Your requirement is a pretty normal use case in DDD, IMHO. There are always multiple aggregates working in tandem to support the application, and they are interlinked in their lifecycles. But the modeling concepts still stand true. Let me attempt to explain what your model would look like with the help of a few DDD rules:
Aggregates are transaction boundaries
Aggregates ensure that no business invariants are broken at any point. This means that if you have multiple aggregates strung together as part of one transaction, you have to load all of them into memory for the validation.
This is especially a problem when your application is data-rich and stores data in a database cluster - partitioned, distributed (think Mongo or Elasticsearch). You will have the problem of loaded up data from potentially different clusters as part of a single transaction.
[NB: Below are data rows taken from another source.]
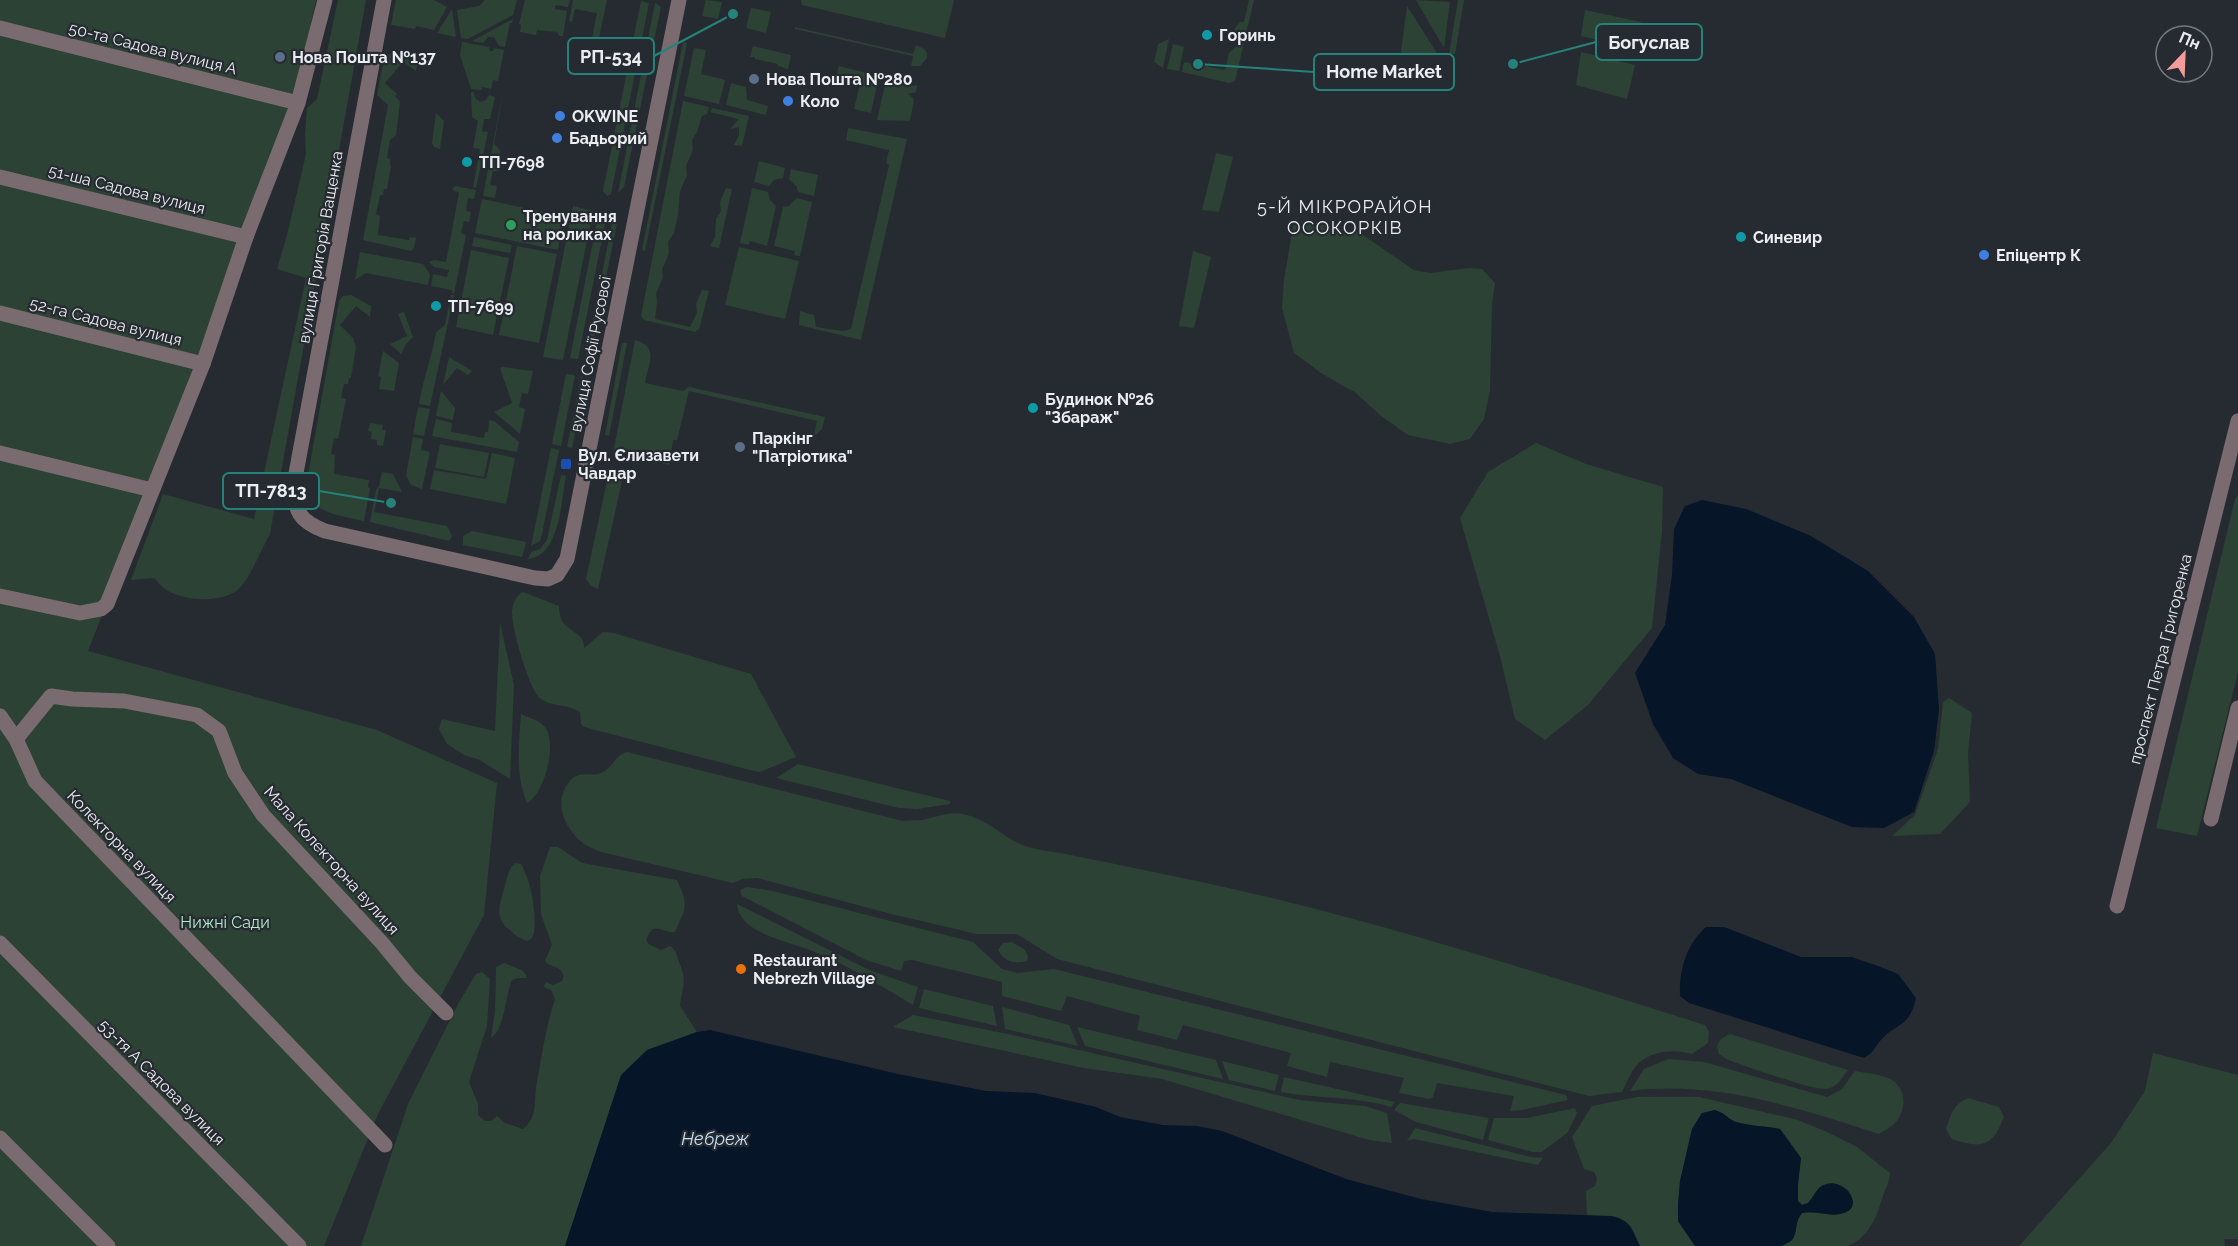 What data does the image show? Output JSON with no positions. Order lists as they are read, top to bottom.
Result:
{
  "streets": {
    "street": [
      "50-та Садова вулиця А",
      "51-ша Садова вулиця",
      "вулиця Григорія Ващенка",
      "52-га Садова вулиця",
      "вулиця Софії Русової",
      "проспект Петра Григоренка",
      "Колекторна вулиця",
      "Мала Колекторна вулиця",
      "53-тя А Садова вулиця"
    ]
  },
  "crossings": [
    ["вулиця Григорія Ващенка", "вулиця Софії Русової"],
    ["Колекторна вулиця", "Мала Колекторна вулиця"]
  ],
  "districts": ["5-Й МІКРОРАЙОН ОСОКОРКІВ"],
  "water": ["Небреж"],
  "parks": ["Нижні Сади"],
  "places": {
    "other": [
      "РП-534",
      "Горинь",
      "Нова Пошта №137",
      "Home Market",
      "Богуслав",
      "Нова Пошта №280",
      "Коло",
      "OKWINE",
      "Бадьорий",
      "ТП-7698",
      "Тренування на роликах",
      "Синевир",
      "Епіцентр К",
      "ТП-7699",
      "Будинок №26 \"Збараж\"",
      "Паркінг \"Патріотика\"",
      "ТП-7813",
      "Restaurant Nebrezh Village"
    ],
    "transit": ["Вул. Єлизавети Чавдар"]
  },
  "north": "top right"
} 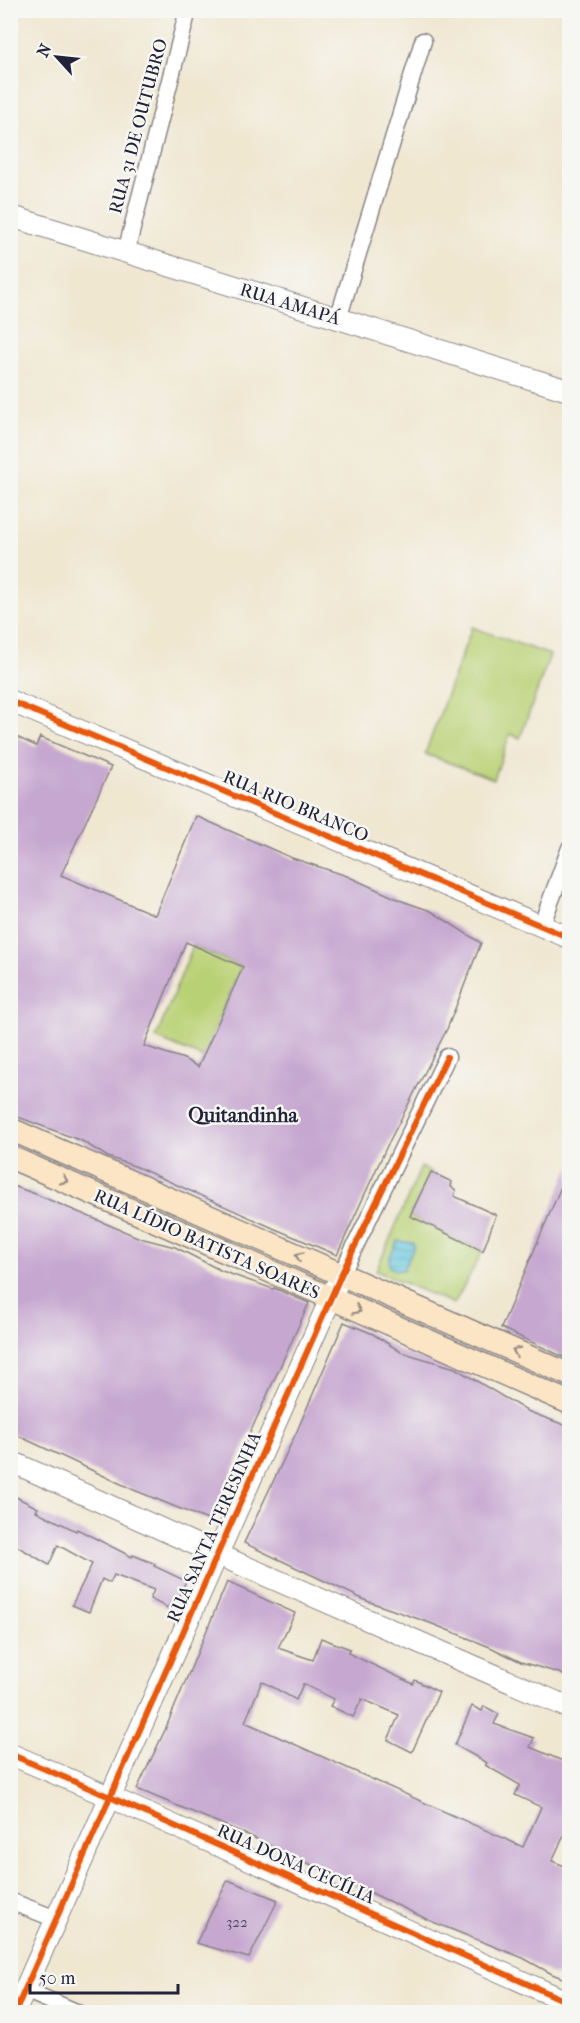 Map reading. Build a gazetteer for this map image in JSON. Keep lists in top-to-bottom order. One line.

Aggregates are loaded in entirety
Aggregates and their associated data objects are loaded in entirety into memory. This means that unnecessary objects (say the restaurant's schedule for the upcoming month, for example) for the transaction may be loaded into memory. By itself, this is not a problem. But when multiple aggregates get together, the amount of data loaded into memory needs to be considered.
Aggregates refer to each other by their unique identifiers
This one is straightforward and means that each aggregate stores its referenced aggregates by their identifiers instead of enclosing the other aggregate's data within it.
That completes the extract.